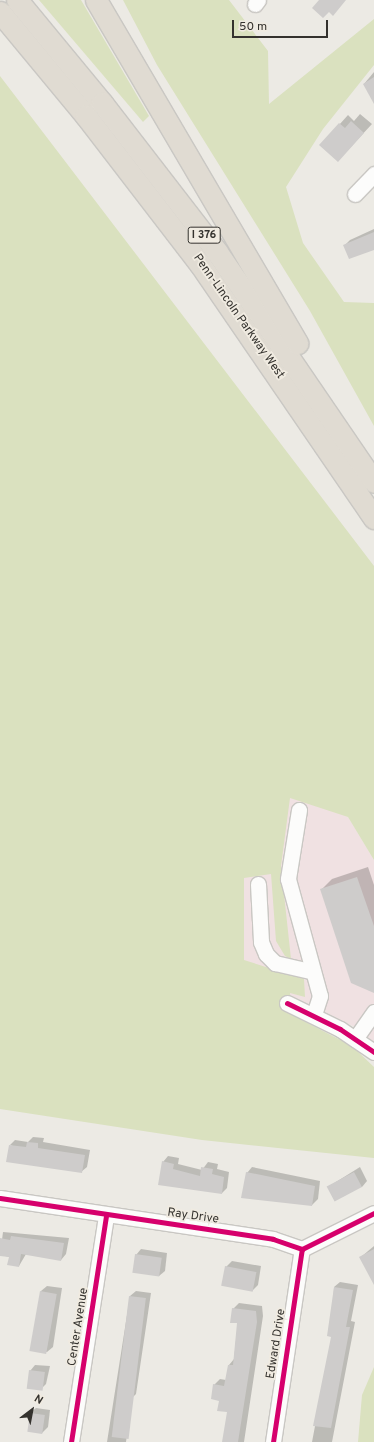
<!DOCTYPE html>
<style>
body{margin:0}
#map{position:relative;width:374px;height:1442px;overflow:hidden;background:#eceae4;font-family:Overpass,sans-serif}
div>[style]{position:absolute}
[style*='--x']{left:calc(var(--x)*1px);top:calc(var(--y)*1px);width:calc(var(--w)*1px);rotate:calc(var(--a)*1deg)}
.commercial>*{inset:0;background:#f0e1e2}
.green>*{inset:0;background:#dae1bf}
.shadow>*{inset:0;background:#0003}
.building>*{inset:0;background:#cecccb;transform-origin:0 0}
.roads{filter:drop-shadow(1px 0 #c9c7c3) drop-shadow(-1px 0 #c9c7c3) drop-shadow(0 1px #c9c7c3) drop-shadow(0 -1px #c9c7c3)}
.minor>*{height:15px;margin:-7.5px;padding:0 7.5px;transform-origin:7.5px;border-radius:7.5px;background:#fcfcfb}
.highway>*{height:21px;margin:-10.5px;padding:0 10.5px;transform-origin:10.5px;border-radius:10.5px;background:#e0dbd2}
.cycleway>*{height:5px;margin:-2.5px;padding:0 2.5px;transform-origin:2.5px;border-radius:2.5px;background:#d6006c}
span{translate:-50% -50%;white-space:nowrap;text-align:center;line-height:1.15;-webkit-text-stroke:3.5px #f0ebe1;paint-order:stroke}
.shield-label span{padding:1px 3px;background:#f0ebe1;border:1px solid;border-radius:3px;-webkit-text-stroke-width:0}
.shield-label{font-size:11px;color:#34322e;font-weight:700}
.street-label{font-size:12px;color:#34322e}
.north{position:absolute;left:12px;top:1390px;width:40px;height:40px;-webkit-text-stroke:3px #f0ebe1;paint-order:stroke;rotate:32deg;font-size:11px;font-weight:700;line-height:16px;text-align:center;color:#34322e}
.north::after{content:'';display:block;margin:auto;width:14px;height:18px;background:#34322e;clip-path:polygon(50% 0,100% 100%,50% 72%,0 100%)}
.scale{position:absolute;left:232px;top:20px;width:96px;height:18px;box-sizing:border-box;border:2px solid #34322e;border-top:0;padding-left:5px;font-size:12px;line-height:14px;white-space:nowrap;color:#34322e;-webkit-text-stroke:3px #f0ebe1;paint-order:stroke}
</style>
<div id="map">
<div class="commercial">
<div style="clip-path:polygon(226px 760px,348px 817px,374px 860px,374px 1044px,359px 1029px,218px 960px)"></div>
</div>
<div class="green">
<div style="clip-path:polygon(39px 0,81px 0,149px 116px,143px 122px)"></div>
<div style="clip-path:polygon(123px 0,229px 0,268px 51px,269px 104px,374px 19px,374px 65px,323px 129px,286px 187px,303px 243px,344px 302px,374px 303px,374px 426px,310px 311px,157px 65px)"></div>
<div style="clip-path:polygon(0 76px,374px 566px,374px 860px,348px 817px,290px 798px,281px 866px,291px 959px,285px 956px,276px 941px,271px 874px,244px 878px,244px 960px,304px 979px,305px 997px,290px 993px,292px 1015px,352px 1046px,374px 1067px,374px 1158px,202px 1140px,0 1109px)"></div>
<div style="clip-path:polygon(374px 1367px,374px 1442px,358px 1442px,362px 1395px)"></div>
</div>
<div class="shadow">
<div style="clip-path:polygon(374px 72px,374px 89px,364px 84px)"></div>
<div style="clip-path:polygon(360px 114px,372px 124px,346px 152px,321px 145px,348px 115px,354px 121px)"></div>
<div style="clip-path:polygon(374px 229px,374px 248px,344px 246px,350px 240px)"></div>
<div style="clip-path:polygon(368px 867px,374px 885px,374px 992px,321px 890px,332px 879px)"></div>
<div style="clip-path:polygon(33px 1137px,44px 1138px,43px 1142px,90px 1150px,87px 1167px,81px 1172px,10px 1145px,15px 1140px,28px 1142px)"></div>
<div style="clip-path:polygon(168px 1156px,179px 1158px,178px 1164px,202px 1170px,208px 1162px,218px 1164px,217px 1169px,229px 1172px,227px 1188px,222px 1193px,159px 1184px,163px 1162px)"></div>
<div style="clip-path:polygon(252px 1167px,320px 1181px,318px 1199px,312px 1205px,247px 1173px)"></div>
<div style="clip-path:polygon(360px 1167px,367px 1181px,362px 1187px,328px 1187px)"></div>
<div style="clip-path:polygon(3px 1232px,69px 1238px,66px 1254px,61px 1260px,26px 1254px,19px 1266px,10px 1257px,0 1255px)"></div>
<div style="clip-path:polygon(374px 1246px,374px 1268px,361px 1257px)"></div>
<div style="clip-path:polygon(141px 1249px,167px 1253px,165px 1271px,159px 1276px,136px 1255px)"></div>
<div style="clip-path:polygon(232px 1261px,261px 1266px,258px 1285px,252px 1291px,226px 1267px)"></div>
<div style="clip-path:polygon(340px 1282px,358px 1285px,351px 1321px,355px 1322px,332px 1442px,312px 1442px,332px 1336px,334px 1287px)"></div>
<div style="clip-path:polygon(47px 1286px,62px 1288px,53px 1347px,47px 1352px,32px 1350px,41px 1291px)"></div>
<div style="clip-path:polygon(136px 1291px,151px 1293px,136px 1394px,132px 1398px,126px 1442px,107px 1442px,130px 1296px)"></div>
<div style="clip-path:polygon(239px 1303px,262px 1306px,263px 1316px,244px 1442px,223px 1442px,228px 1411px,214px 1385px,220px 1379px,226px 1380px,229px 1365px,234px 1359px,238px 1322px,233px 1309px)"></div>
<div style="clip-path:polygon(35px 1365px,50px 1366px,46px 1384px,40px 1390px,30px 1371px)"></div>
<div style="clip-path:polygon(36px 1408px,50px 1410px,48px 1427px,42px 1433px,30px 1413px)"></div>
</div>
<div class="building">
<div style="clip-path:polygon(319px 0,346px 0,333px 16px,329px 12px,323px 18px,312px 8px)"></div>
<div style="clip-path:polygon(374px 77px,374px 104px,363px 84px)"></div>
<div style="clip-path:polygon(351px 121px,364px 133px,338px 162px,319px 145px,339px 123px,345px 128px)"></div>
<div style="clip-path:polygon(374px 232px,374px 250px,349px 259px,343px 245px)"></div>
<div style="clip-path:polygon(357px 877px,374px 926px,374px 993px,351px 983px,320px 889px)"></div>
<div style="clip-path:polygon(27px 1142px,38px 1143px,38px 1148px,85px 1155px,82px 1173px,6px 1162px,9px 1145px,26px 1147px)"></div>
<div style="clip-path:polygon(162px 1161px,174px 1164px,173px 1169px,200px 1176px,201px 1167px,213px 1169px,212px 1174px,224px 1177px,222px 1194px,158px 1185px)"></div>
<div style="clip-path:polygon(246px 1172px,315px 1186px,312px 1206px,241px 1198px)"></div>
<div style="left:354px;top:1172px;width:17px;height:31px;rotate:62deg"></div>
<div style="clip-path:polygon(11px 1236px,64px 1243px,61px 1261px,21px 1254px,19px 1267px,7px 1265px,9px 1257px,0 1256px,0 1238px,10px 1240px)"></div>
<div style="clip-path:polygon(374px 1249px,374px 1285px,359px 1257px)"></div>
<div style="left:135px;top:1254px;width:27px;height:19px;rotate:8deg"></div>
<div style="left:225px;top:1266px;width:32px;height:20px;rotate:11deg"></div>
<div style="clip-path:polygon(334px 1287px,353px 1290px,346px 1327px,350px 1327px,331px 1428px,313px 1426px,331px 1337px,327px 1336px)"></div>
<div style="left:40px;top:1291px;width:17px;height:61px;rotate:10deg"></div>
<div style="left:129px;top:1296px;width:17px;height:142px;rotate:7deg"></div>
<div style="clip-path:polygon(232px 1308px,256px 1311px,257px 1322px,238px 1442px,222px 1442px,227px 1412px,217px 1411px,219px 1401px,211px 1399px,213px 1384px,224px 1386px,228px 1365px,233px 1365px,237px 1323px,230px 1323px)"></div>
<div style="left:29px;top:1370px;width:16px;height:19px;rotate:7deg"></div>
<div style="left:30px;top:1413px;width:15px;height:19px;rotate:8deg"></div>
</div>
<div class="roads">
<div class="minor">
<div style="--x:255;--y:4;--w:5;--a:-53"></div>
<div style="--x:355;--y:194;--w:28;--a:-46"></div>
<div style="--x:299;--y:810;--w:70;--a:99.1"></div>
<div style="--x:288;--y:879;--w:121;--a:74.7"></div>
<div style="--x:320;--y:996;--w:19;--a:108"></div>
<div style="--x:258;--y:884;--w:58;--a:87"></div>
<div style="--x:261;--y:942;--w:13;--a:67"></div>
<div style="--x:266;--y:954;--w:13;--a:45"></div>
<div style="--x:275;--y:963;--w:39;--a:13"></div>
<div style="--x:287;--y:1003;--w:59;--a:26.1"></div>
<div style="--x:340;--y:1029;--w:41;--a:34.1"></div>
<div style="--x:355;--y:1039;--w:33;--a:-55"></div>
<div style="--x:0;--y:1198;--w:276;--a:8.5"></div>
<div style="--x:273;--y:1239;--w:31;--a:19"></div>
<div style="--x:302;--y:1249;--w:80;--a:-26.6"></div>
<div style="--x:71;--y:1442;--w:230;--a:-81.2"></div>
<div style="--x:273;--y:1442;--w:195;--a:-81.5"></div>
</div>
<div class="highway">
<div style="--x:17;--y:0;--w:134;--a:50.5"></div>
<div style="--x:102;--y:103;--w:188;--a:52.3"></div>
<div style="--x:217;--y:252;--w:278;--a:55.7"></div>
<div style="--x:96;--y:0;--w:398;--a:59.6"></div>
<div style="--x:0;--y:12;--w:135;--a:50.4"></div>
<div style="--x:86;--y:116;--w:187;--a:52.4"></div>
<div style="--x:200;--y:264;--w:308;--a:55.6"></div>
</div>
</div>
<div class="cycleway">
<div style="--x:287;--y:1003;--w:59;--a:26.1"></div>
<div style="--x:340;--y:1029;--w:41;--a:34.1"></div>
<div style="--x:0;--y:1198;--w:276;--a:8.5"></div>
<div style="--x:273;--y:1239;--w:31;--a:19"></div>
<div style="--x:302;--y:1249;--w:80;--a:-26.6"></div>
<div style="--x:71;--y:1442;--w:230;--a:-81.2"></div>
<div style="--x:273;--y:1442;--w:195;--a:-81.5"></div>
</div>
<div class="shield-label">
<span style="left:204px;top:235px">I 376</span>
</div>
<div class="street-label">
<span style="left:238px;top:317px;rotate:55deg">Penn-Lincoln Parkway West</span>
<span style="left:193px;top:1217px;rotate:8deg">Ray Drive</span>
<span style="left:79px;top:1327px;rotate:-81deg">Center Avenue</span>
<span style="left:277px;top:1344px;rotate:-81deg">Edward Drive</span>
</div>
<div class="north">N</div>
<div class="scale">50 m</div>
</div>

::::::::

■ BRIEF ■
Restate, line by line and word for word, everything from the top of the material through the line that contains "0 #c9c7c3) drop-shadow(-1px". Leave pictures out.

■ FINISHED TASK ■
<!DOCTYPE html>
<style>
body{margin:0}
#map{position:relative;width:374px;height:1442px;overflow:hidden;background:#eceae4;font-family:Overpass,sans-serif}
div>[style]{position:absolute}
[style*='--x']{left:calc(var(--x)*1px);top:calc(var(--y)*1px);width:calc(var(--w)*1px);rotate:calc(var(--a)*1deg)}
.commercial>*{inset:0;background:#f0e1e2}
.green>*{inset:0;background:#dae1bf}
.shadow>*{inset:0;background:#0003}
.building>*{inset:0;background:#cecccb;transform-origin:0 0}
.roads{filter:drop-shadow(1px 0 #c9c7c3) drop-shadow(-1px 0 #c9c7c3) drop-shadow(0 1px #c9c7c3) drop-shadow(0 -1px #c9c7c3)}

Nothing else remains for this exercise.